Share Excel files SaaS style
- TAGS:collaboration, Excel, eXpresso, George Langan
- IT TOPICS:Hardware
To say that "companies run on Excel," as George Langan suggests is only a slight exaggeration. The data in Excel spreadsheets inform much of the thinking in most businesses. Working with Excel data, however, is generally a solitary process. If people want to share their Excel work, they do so as email attachments, which is not particularly secure. Langan, who's the CEO of eXpresso Corp. in Menlo Park, Calif., wants to turn Excel spreadsheets into a multiuser collaborative process that is secure and auditable.
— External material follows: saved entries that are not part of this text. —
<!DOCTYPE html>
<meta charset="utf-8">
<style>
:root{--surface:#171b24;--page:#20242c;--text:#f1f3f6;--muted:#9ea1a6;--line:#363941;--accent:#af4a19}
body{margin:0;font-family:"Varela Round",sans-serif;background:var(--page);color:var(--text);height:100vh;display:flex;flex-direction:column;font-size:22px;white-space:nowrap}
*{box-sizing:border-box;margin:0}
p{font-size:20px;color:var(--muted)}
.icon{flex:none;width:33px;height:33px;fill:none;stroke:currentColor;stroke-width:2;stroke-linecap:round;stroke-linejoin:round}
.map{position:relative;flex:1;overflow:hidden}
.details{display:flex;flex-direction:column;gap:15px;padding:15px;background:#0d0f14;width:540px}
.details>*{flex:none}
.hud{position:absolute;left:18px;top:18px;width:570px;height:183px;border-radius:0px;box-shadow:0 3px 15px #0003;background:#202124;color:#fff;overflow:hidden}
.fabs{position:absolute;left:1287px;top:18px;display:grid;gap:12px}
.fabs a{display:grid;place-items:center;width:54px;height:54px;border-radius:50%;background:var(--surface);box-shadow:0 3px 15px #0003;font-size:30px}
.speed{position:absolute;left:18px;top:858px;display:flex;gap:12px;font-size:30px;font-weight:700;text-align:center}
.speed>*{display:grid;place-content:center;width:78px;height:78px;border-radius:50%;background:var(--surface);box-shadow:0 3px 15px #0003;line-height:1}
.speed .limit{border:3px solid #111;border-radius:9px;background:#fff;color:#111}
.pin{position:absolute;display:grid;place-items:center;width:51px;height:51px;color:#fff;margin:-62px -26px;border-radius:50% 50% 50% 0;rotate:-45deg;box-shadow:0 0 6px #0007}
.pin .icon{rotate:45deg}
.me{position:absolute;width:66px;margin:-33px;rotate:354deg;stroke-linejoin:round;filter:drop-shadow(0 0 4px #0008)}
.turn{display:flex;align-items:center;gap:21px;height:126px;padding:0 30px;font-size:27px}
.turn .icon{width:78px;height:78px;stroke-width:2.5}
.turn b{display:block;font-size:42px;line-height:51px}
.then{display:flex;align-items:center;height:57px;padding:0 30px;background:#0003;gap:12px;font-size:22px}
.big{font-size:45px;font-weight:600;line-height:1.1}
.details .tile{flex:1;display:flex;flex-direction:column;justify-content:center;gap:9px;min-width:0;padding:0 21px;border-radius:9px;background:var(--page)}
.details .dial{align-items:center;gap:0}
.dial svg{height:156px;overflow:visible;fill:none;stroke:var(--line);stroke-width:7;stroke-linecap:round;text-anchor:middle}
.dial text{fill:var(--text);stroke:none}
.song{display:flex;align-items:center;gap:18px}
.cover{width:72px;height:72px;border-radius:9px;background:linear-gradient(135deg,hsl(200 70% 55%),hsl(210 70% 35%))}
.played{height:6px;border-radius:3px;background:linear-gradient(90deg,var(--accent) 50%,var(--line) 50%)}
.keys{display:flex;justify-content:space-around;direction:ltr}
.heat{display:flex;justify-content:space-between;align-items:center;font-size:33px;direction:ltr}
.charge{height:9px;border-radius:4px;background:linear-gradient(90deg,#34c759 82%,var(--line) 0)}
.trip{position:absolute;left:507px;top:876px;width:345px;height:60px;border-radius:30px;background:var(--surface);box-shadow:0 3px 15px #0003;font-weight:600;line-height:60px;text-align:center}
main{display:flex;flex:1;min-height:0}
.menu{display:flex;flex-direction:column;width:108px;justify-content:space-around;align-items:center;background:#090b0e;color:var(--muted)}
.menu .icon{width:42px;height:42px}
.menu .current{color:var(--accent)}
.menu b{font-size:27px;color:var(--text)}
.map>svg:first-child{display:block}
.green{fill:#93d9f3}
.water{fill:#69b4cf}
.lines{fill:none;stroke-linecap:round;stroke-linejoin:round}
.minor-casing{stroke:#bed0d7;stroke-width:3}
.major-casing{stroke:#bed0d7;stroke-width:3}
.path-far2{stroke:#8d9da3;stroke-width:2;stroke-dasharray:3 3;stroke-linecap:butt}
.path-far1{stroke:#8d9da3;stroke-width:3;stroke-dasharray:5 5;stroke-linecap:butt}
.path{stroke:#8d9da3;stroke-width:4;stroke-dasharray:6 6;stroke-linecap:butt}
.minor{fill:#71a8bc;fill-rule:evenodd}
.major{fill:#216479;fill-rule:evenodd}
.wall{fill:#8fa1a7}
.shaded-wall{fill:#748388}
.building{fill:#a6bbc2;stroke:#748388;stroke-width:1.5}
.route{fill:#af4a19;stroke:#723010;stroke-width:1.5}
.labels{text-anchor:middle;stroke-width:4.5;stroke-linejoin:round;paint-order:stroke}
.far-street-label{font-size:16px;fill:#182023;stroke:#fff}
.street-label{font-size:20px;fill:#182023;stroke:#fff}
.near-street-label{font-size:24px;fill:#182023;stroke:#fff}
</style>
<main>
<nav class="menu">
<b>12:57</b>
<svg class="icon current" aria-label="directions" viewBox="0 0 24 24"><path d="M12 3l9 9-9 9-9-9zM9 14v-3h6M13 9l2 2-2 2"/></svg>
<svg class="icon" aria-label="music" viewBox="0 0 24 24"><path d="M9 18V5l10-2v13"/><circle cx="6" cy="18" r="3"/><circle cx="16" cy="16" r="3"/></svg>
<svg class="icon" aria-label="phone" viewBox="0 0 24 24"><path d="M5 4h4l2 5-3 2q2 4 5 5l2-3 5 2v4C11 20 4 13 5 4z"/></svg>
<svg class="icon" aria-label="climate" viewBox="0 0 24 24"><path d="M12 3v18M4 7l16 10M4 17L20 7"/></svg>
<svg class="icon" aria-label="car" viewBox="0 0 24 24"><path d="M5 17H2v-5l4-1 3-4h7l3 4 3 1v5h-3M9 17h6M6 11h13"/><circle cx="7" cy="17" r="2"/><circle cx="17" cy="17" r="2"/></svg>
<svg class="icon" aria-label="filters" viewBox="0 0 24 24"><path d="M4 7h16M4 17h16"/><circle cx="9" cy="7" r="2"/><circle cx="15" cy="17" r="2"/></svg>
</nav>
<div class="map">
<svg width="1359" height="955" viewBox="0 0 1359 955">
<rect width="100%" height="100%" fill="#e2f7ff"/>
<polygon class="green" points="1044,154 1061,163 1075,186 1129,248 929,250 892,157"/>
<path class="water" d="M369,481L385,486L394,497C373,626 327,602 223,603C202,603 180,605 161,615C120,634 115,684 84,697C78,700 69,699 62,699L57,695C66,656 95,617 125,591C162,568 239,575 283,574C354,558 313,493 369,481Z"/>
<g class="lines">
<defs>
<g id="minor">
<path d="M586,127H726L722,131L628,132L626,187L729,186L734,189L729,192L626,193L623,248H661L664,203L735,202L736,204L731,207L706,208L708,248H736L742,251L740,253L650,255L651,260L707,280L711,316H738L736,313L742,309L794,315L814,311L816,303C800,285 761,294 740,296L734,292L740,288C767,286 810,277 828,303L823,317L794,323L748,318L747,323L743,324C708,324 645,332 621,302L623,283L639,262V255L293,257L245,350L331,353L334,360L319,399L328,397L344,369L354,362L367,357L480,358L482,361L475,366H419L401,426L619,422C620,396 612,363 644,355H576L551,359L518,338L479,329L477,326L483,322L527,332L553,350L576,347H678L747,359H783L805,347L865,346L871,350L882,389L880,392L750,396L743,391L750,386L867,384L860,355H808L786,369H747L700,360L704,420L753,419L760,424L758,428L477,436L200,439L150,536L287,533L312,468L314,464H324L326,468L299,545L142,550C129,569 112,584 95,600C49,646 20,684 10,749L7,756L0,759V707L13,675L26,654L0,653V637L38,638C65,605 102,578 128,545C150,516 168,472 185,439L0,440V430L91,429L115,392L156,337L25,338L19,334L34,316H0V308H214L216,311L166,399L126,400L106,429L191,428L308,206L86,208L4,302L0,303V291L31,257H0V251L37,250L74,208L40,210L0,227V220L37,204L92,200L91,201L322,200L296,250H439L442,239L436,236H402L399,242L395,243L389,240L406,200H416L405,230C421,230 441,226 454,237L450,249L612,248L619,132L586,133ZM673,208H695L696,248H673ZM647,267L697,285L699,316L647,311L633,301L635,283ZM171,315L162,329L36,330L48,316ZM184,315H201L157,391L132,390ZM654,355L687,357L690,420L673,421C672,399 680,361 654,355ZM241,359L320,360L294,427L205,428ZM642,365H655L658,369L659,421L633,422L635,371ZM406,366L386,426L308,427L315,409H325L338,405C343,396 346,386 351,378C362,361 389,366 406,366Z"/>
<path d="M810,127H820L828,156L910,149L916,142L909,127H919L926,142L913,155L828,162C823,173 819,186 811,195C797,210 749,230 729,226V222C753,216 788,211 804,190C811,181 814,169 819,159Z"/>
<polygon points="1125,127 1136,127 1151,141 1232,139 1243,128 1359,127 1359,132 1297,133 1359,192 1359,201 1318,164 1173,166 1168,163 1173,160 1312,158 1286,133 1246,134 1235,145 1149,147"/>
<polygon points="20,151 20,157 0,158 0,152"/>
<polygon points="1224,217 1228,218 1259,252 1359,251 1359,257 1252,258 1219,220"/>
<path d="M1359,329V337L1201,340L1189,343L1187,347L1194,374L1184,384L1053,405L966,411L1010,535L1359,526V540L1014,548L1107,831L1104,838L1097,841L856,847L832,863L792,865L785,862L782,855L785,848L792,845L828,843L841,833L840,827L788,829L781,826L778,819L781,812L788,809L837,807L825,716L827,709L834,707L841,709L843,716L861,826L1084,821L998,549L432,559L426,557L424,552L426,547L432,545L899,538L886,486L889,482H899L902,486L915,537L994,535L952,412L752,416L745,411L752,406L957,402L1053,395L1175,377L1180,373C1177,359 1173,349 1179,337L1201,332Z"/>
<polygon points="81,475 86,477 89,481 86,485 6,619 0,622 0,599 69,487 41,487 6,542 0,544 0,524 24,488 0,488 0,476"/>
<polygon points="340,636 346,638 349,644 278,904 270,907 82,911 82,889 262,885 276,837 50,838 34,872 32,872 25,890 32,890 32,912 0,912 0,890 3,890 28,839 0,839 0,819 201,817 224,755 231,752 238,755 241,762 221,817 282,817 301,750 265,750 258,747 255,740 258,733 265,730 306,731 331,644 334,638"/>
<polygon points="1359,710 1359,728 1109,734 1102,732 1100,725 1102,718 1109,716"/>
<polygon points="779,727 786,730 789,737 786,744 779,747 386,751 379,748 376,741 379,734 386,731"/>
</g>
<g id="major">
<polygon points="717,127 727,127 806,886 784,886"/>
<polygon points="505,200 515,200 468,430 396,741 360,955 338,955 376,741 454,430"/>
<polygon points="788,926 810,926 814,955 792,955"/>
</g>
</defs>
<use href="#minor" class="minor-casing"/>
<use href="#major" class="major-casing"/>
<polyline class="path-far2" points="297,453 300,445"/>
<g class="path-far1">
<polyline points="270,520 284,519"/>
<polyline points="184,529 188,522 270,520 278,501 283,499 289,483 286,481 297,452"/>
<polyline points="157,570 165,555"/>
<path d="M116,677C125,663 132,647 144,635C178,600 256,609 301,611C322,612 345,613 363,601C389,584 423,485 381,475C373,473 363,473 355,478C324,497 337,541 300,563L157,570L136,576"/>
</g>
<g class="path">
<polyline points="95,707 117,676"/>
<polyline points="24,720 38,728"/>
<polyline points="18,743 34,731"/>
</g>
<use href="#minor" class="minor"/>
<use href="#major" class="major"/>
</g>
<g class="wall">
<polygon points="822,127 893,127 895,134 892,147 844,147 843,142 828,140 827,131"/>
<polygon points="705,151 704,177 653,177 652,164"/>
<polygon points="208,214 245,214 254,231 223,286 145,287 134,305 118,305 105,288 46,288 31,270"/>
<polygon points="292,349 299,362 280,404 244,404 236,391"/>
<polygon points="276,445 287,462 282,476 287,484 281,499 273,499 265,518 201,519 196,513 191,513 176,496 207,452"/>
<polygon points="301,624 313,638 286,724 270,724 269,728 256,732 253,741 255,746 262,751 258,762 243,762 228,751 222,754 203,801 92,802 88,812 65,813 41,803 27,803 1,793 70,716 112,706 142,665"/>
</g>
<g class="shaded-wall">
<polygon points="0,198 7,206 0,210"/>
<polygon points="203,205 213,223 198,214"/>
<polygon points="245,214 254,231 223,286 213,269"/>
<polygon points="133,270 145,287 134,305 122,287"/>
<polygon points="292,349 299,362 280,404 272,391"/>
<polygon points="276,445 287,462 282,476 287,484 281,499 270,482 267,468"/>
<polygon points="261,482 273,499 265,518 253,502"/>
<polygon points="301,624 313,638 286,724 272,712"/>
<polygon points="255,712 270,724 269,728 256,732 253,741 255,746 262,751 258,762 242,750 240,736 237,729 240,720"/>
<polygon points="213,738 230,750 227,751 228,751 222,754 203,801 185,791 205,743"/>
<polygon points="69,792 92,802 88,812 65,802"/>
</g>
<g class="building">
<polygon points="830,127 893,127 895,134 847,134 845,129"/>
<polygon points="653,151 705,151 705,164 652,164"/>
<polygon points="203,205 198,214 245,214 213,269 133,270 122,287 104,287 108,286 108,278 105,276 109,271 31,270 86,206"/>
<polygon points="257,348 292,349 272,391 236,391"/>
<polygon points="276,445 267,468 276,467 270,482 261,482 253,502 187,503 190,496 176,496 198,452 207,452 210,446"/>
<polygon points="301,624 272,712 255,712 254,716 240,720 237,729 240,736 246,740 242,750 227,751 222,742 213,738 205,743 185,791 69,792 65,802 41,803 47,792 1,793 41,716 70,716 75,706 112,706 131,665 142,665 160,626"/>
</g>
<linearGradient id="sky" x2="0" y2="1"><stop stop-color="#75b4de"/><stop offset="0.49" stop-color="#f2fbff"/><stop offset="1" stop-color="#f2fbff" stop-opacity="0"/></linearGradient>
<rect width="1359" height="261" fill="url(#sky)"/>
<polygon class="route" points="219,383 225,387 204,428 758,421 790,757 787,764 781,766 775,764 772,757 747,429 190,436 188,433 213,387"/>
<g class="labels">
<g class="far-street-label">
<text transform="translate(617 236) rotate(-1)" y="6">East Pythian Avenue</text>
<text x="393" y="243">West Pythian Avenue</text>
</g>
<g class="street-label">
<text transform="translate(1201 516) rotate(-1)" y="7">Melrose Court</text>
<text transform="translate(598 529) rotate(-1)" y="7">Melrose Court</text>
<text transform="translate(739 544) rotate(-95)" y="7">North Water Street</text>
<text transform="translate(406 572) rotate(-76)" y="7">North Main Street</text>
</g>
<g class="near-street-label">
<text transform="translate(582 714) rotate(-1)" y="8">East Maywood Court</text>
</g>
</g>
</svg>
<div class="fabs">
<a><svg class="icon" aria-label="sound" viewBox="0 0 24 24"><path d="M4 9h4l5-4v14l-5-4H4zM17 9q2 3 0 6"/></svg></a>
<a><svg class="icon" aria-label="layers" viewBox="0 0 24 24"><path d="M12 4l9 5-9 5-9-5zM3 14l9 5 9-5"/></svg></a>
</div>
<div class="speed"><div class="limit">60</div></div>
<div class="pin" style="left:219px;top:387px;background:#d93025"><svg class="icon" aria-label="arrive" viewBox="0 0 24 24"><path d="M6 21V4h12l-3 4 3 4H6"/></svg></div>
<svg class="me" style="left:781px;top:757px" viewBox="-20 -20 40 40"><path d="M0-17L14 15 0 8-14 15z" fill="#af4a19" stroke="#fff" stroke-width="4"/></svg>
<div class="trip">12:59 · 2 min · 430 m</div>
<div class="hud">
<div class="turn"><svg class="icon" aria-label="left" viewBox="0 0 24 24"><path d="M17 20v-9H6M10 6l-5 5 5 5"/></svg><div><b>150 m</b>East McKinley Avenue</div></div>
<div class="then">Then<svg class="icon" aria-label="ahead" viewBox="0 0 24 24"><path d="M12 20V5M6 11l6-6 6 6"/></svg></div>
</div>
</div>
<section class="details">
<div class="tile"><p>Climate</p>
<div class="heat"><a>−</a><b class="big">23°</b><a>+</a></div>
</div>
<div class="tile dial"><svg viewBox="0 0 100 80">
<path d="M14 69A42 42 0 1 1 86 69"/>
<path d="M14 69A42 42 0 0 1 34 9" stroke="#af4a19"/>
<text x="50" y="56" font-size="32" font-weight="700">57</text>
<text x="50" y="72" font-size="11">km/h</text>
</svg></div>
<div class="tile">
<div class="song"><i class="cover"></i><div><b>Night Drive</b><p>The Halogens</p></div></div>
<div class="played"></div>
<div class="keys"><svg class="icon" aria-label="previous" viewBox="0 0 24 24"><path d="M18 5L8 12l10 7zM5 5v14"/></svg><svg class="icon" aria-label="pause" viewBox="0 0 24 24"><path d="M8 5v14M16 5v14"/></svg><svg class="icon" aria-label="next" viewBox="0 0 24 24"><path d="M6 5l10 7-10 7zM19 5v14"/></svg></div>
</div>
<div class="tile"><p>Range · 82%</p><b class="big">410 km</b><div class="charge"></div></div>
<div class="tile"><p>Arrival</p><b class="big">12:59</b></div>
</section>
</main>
Next month the company plans to take its eXpresso software as a service out of its beta phase and begin charging $80 per year per seat for the Professional version. (There will be feature-reduced version, Open eXpresso, that will be free and appliance for the enterprise in Q1 2008.) The company created a clever way to share spreadsheets online. According to Langan, when an Excel file is uploaded to the eXpresso site, the service turns the file into a binary large object (or BLOB), which can then be broken into the columns and rows of a relational database. Although everyone continues to work in Excel, changes are made in the database. Multiple people can work on the same spreadsheet in real time, Langan says. You can set a "safe point" in the service so you can always roll back to a known good file. Individuals can set access control with privileges for reading, writing, printing and other rights for files. During the collaboration process, instant messages are saved in a searchable data store. Sure beats sending Excel files here, there and everywhere.